Distributed data parallel

It should be clear that there is huge disadvantage of using the data parallel paradigm to scale your applications: the model needs to replicated on each pass (because it is destroyed in the end), which requires a large transfer of data. This is the main problem that distributed data parallel tries to solve.

Image

The two key difference between distributed data parallel and data parallel that we move the model update (the gradient step) to happen on each device in parallel instead of only on the main device. This has the consequence that we do not need to move replicate the model on each step, instead we just keep a local version on each device that we keep updating. The full set of steps (as shown in the figure):

  • Initialize an exact copy of the model on each device

  • From disk (or memory) we start by loading data into a section of page-locked host memory per device. Page-locked memory is essentially a way to reverse a piece of a computers memory for a specific transfer that is going to happen over and over again to speed it up. The page-locked regions are loaded with non-overlapping data.

  • Transfer data from page-locked memory to each device in parallel

  • Perform forward pass in parallel

  • Do a all-reduce operation on the gradients. An all-reduce operation is a so call all-to-all operation meaning that all processes send their own gradient to all other processes and also received from all other processes.

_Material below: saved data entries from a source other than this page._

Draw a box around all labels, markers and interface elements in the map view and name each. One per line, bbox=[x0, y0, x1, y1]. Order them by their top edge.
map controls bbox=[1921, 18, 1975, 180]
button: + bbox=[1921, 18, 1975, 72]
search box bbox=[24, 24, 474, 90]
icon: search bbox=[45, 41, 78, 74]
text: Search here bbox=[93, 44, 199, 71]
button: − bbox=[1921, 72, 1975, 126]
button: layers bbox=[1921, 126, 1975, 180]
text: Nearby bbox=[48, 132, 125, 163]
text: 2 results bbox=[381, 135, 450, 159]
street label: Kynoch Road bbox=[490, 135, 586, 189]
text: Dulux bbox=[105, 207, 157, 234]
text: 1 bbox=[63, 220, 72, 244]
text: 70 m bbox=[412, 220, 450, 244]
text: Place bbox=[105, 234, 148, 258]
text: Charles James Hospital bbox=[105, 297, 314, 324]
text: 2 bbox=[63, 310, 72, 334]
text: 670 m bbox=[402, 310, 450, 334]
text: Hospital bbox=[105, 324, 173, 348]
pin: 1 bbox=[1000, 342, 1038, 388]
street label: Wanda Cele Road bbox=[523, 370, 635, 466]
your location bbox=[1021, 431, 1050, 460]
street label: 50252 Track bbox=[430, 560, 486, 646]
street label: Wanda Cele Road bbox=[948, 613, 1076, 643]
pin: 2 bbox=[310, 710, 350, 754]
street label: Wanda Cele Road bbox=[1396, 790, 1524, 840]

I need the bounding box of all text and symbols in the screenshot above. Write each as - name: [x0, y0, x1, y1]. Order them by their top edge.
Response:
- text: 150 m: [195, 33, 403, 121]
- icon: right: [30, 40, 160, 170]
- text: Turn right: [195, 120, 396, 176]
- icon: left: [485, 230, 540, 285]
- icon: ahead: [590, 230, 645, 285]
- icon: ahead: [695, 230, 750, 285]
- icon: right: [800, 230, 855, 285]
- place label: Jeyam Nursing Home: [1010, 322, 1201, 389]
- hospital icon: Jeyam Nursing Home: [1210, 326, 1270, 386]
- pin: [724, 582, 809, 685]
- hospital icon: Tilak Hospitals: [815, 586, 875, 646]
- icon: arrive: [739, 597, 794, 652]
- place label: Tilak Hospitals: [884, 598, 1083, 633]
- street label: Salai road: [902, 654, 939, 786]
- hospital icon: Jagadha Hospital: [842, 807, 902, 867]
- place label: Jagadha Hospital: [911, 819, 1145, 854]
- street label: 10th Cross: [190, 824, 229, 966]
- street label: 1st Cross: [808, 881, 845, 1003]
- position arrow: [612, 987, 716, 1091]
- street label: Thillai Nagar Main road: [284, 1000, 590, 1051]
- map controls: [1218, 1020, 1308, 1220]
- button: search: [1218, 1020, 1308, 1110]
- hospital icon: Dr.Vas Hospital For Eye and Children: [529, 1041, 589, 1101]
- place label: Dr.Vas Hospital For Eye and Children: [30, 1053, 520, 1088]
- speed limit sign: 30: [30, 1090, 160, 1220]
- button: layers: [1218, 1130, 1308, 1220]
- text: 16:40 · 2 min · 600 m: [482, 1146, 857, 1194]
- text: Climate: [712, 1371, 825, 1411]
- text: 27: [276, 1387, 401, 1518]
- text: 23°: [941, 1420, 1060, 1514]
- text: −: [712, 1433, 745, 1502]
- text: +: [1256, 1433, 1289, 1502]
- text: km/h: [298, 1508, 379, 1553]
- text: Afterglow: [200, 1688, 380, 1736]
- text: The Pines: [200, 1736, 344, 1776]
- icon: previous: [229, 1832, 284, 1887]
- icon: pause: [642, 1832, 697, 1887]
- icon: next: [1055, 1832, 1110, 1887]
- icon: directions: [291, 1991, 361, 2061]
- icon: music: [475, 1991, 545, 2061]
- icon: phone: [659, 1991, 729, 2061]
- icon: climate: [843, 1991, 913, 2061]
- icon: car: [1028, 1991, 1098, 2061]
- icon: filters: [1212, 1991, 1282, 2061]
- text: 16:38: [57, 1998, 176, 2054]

  • Reduce the combined gradient signal from all processes and update the individual model in parallel. Since all processes received the same gradient information, all models will still be in sync.

Thus, in distributed data parallel we here end up only doing a single communication call between all processes, compared to all the communication going on in data parallel. While all-reduce is a more expensive operation that many of the other communication operations that we can do, because we only have to do a single we gain a huge performance boost. Empirically distributed data parallel tends to be 2-3 times faster than data parallel.

However, this performance increase does not come for free. Where we could implement data parallel in a single line in Pytorch, distributed data parallel is much more involving.

❔ Exercises

  1. We have provided an example of how to do distributed data parallel training in Pytorch in the two files distributed_example.py and distributed_example.sh. You objective is to get a understanding of the necessary components in the script to get this kind of distributed training to work. Try to answer the following questions (HINT: try to Google around):

    1. What is the function of the DDP wrapper?

    2. What is the function of the DistributedSampler?

    3. Why is it necessary to call dist.barrier() before passing a batch into the model?

    4. What does the different environment variables do in the .sh file

  2. Try to benchmark the runs using 1 and 2 GPUs

  3. The first exercise have hopefully convinced you that it can be quite the trouble writing distributed training applications yourself. Luckily for us, Pytorch-lightning can take care of this for us such that we do not have to care about the specific details. To get your model training on multiple GPUs you need to change two arguments in the trainer: the accelerator flag and the gpus flag. In addition to this, you can read through this guide about any additional steps you may need to do (for many of you, it should just work). Try running your model on multiple GPUs.

  4. Try benchmarking your training using 1 and 2 gpus e.g. try running a couple of epochs and measure how long time it takes. How much of a speedup can you actually get? Why can you not get a speedup of 2?